Everything from the line containing "Input: one rendered map. Serialize" through the final line of the material is to be restated word for word, and only that.
(Entries shown)
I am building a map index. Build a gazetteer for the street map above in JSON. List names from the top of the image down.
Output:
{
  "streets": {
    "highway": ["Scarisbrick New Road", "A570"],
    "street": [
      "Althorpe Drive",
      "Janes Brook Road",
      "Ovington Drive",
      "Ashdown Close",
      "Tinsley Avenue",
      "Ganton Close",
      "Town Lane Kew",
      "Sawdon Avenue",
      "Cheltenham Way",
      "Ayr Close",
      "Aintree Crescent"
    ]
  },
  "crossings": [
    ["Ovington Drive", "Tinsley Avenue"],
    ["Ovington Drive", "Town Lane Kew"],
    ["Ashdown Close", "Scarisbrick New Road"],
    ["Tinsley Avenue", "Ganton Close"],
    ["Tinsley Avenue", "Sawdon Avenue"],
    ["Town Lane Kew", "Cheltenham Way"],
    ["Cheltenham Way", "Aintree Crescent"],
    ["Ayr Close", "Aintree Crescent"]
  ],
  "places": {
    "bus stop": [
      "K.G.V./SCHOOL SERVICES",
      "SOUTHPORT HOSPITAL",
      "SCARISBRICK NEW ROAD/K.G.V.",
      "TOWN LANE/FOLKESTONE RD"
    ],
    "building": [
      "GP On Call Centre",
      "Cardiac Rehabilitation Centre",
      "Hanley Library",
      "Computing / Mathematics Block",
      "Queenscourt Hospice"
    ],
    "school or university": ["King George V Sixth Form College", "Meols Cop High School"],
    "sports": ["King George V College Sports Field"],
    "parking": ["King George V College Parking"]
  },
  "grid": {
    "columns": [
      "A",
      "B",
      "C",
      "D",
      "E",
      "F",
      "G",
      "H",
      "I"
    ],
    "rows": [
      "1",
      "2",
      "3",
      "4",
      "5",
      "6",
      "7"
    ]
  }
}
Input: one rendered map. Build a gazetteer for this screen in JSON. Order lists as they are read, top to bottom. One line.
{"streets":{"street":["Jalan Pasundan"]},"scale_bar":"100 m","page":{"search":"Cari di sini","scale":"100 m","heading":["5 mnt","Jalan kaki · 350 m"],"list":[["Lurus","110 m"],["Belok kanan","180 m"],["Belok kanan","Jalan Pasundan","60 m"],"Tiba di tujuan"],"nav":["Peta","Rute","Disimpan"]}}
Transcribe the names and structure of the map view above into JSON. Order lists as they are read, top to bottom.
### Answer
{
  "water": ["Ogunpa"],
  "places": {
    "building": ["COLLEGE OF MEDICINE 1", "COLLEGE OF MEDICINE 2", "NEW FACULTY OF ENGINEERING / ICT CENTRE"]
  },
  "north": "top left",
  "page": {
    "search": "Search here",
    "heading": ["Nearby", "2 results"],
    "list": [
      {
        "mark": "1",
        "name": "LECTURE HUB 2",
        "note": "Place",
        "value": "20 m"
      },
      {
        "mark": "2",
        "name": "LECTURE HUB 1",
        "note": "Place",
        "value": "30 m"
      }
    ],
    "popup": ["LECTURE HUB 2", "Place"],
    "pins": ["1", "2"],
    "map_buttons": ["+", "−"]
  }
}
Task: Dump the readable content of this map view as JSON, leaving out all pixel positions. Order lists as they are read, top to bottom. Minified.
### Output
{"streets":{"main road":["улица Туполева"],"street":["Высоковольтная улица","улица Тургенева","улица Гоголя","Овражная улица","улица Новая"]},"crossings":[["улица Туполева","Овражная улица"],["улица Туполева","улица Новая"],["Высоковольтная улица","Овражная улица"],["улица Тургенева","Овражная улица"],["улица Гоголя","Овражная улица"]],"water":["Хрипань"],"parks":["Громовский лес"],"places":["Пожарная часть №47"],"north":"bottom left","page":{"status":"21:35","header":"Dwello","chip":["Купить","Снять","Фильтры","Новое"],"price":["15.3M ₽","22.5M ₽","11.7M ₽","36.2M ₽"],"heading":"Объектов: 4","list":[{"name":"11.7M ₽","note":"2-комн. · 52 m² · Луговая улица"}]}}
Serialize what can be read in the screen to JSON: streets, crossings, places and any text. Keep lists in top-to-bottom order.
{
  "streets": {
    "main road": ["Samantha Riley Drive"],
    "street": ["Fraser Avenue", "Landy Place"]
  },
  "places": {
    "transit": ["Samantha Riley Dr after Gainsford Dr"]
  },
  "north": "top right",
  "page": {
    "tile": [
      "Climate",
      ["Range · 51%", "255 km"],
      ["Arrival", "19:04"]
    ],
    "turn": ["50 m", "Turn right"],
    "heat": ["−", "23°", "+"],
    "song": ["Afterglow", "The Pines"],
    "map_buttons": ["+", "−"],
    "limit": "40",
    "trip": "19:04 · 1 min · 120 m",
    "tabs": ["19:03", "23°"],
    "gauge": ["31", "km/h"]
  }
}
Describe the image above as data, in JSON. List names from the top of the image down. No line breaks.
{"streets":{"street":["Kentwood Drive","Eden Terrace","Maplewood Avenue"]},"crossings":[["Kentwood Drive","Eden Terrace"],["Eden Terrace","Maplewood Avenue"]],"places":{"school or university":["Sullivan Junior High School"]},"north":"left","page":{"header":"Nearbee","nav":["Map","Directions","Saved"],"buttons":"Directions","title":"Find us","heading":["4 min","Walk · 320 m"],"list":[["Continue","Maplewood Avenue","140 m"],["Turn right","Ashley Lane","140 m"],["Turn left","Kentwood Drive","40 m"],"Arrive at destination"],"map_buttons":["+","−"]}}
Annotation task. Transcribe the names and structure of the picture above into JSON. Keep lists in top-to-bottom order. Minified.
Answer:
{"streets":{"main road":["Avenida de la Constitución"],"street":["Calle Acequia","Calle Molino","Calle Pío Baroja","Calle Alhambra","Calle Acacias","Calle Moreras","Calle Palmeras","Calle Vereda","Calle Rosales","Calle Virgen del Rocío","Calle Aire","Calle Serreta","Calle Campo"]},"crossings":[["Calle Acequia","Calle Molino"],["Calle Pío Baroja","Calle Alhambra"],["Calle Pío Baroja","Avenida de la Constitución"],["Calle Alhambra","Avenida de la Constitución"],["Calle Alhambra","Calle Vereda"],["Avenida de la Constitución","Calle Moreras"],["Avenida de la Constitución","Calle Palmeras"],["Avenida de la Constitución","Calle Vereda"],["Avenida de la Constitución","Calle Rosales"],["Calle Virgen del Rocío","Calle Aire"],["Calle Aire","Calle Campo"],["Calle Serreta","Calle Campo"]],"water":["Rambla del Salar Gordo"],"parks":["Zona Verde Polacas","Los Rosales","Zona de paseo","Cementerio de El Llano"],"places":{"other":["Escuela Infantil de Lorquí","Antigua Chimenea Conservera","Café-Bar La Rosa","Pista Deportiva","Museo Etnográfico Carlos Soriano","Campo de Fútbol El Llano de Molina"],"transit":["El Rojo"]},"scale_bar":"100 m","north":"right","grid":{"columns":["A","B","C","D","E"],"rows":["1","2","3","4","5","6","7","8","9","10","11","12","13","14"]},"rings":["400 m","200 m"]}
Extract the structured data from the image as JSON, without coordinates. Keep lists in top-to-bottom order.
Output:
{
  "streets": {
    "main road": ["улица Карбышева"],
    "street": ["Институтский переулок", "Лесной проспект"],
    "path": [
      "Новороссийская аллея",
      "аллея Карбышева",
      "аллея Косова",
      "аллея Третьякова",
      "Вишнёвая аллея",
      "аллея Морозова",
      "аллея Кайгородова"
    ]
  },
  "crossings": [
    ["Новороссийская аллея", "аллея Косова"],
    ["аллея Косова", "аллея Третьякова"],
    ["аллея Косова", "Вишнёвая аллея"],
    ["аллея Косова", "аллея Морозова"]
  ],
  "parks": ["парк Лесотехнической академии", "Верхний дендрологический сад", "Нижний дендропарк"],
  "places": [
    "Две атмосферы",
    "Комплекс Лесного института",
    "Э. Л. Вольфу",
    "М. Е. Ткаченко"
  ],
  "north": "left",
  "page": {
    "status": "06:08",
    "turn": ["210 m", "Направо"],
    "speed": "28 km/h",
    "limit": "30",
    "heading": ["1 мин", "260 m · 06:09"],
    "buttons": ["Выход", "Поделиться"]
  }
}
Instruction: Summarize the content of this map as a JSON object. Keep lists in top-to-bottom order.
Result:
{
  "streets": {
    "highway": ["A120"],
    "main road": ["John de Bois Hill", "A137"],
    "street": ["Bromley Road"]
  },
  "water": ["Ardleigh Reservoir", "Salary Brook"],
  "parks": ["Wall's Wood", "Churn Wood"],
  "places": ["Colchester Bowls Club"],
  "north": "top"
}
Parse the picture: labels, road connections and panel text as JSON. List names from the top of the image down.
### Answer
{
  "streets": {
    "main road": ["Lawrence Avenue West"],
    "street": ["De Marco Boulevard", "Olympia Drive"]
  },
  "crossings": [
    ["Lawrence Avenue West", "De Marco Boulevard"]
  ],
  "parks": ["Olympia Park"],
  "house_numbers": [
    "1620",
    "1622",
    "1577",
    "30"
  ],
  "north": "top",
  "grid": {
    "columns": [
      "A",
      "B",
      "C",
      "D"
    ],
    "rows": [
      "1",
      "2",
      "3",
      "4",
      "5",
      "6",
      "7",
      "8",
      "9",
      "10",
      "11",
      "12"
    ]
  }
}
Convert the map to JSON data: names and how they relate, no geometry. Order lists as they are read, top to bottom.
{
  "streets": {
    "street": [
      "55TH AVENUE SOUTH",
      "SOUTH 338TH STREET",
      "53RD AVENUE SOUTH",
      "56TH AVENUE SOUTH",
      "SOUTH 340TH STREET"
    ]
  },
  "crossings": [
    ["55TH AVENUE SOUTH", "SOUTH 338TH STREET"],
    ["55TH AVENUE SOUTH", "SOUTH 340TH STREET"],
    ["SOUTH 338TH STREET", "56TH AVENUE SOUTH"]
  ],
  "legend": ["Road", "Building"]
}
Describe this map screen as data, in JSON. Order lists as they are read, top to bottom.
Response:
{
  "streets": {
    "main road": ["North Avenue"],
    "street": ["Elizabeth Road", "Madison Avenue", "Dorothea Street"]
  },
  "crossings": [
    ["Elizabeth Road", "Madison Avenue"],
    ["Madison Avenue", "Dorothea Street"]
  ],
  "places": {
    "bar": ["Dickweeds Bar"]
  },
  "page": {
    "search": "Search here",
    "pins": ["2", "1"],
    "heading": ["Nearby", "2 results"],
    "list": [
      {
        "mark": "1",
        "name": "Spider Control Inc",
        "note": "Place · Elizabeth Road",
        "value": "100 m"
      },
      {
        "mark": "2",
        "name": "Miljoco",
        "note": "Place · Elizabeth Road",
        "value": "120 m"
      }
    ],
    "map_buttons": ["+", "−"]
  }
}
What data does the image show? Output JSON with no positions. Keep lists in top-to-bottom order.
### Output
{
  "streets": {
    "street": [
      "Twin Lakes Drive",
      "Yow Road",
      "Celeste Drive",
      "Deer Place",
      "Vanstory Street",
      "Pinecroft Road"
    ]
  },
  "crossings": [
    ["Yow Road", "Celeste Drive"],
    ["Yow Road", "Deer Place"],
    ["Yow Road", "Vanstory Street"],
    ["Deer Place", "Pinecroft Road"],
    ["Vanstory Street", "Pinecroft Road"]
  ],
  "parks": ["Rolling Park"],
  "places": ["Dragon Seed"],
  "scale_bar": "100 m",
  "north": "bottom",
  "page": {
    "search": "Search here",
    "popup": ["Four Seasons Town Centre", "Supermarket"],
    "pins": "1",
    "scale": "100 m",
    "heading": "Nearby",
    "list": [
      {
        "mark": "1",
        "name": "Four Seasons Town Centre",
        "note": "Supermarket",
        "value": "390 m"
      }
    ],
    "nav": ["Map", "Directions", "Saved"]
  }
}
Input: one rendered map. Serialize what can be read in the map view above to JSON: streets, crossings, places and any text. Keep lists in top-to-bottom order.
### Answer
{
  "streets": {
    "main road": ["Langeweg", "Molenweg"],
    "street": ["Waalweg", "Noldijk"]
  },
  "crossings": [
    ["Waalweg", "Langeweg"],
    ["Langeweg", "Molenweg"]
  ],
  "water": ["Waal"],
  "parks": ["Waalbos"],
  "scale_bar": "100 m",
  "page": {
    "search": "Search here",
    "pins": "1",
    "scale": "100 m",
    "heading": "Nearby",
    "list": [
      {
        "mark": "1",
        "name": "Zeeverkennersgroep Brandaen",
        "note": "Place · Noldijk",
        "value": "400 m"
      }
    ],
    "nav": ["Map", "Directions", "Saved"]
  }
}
(End Entries shown)
*Completed task*:
Input: one rendered map. Serialize what can be read in the map view above to JSON: streets, crossings, places and any text. Keep lists in top-to-bottom order.
### Answer
{
  "streets": {
    "main road": ["Langeweg", "Molenweg"],
    "street": ["Waalweg", "Noldijk"]
  },
  "crossings": [
    ["Waalweg", "Langeweg"],
    ["Langeweg", "Molenweg"]
  ],
  "water": ["Waal"],
  "parks": ["Waalbos"],
  "scale_bar": "100 m",
  "page": {
    "search": "Search here",
    "pins": "1",
    "scale": "100 m",
    "heading": "Nearby",
    "list": [
      {
        "mark": "1",
        "name": "Zeeverkennersgroep Brandaen",
        "note": "Place · Noldijk",
        "value": "400 m"
      }
    ],
    "nav": ["Map", "Directions", "Saved"]
  }
}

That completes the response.